Can Public Health Unite the Good Food Movement?

It may be tempting to thinking of the “food movement” as a homogeneous beast, but in reality it’s made up of many different strands. From locavores and anti-obesity campaigners to environmentalists and small-scale farmers, there are many different groups that want to see changes in food culture and policy. And while their ideas and goals often overlap, they come at the dilemma from different angles. That makes it difficult to pressure policymakers to institute meaningful change. So how do we unite?

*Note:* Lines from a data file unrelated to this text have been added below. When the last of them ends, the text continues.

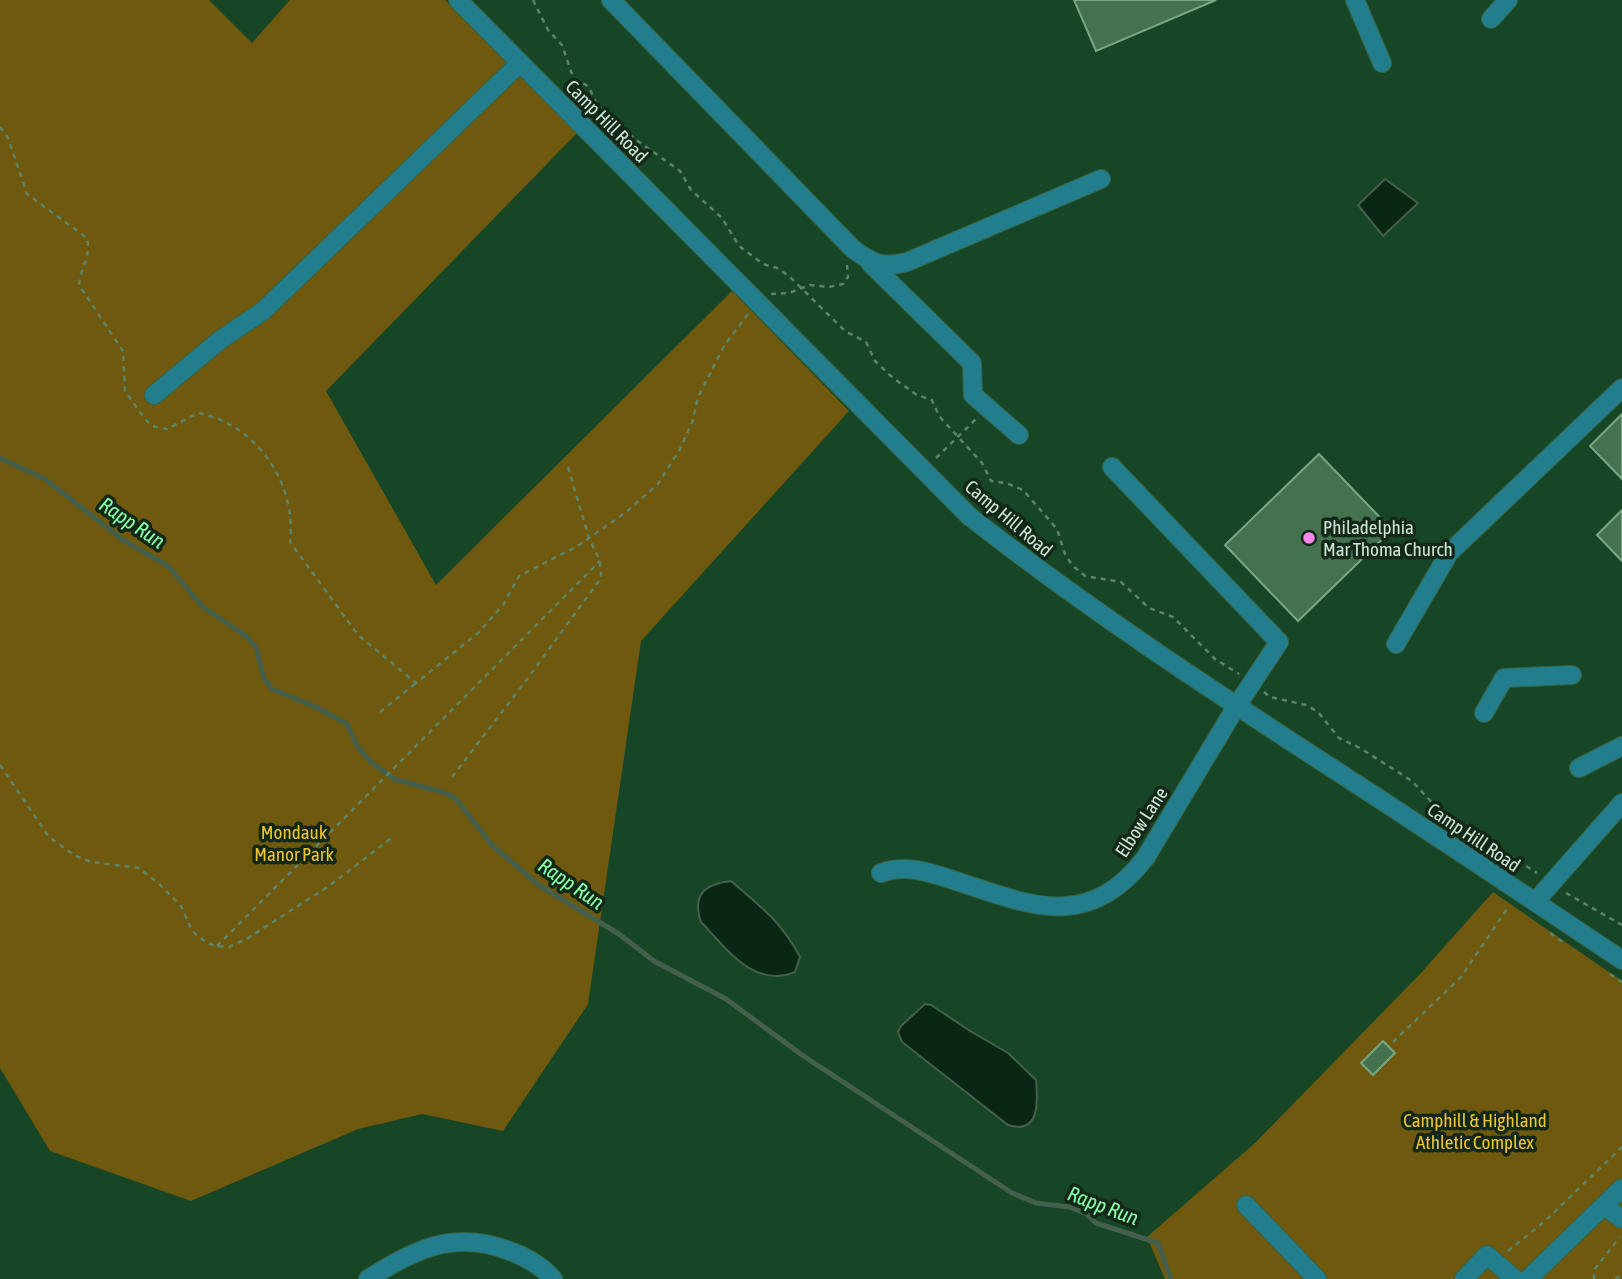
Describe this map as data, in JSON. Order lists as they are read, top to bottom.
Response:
{
  "streets": {
    "street": ["Camp Hill Road", "Elbow Lane"]
  },
  "crossings": [
    ["Camp Hill Road", "Elbow Lane"]
  ],
  "water": ["Rapp Run"],
  "parks": ["Mondauk Manor Park", "Camphill & Highland Athletic Complex"],
  "places": ["Philadelphia Mar Thoma Church"]
}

Michael Dimrock is the president of Roots of Change, a California “think and do tank” focused on sustainable food. In an article published on Civil Eats, Dimrock argues that historical changes in food and farm legislation have come in response to crises. The first Farm Bill, for example, was a response to the Dust Bowl and Great Depression of the 1930s. What today’s food movement needs, he thinks, is a new crisis from which a unified set of goals will emerge. That crisis? Public health.

“I believe that all strands of the movement are, at their core, responding to current or potential health threats,” writes Dimrock. “Through a strategic focus on improved health, we can lower resistance from those in control of the industrial system (because they want to be healthy too) and motivate action from the millions of people we need with us.”

The synergy between public health and sustainable food is fairly self-evident. Climate change affects food and agriculture, and factory farming degrades the environment and public nutrition. That makes health advocates important allies of the food movement. Dimrock writes:

The more the movement focuses on health, the more we strategize, message and act in concert with the public health community, the more resonant and powerful our efforts will become. If we want better federal, state, and local policies that are as fundamentally transformative as the first Farm Bill was, we must frame our work as the basis of national health and resilience.

Sounds pretty convincing to us. What do you think? Is public health the answer to changing food policy for the better?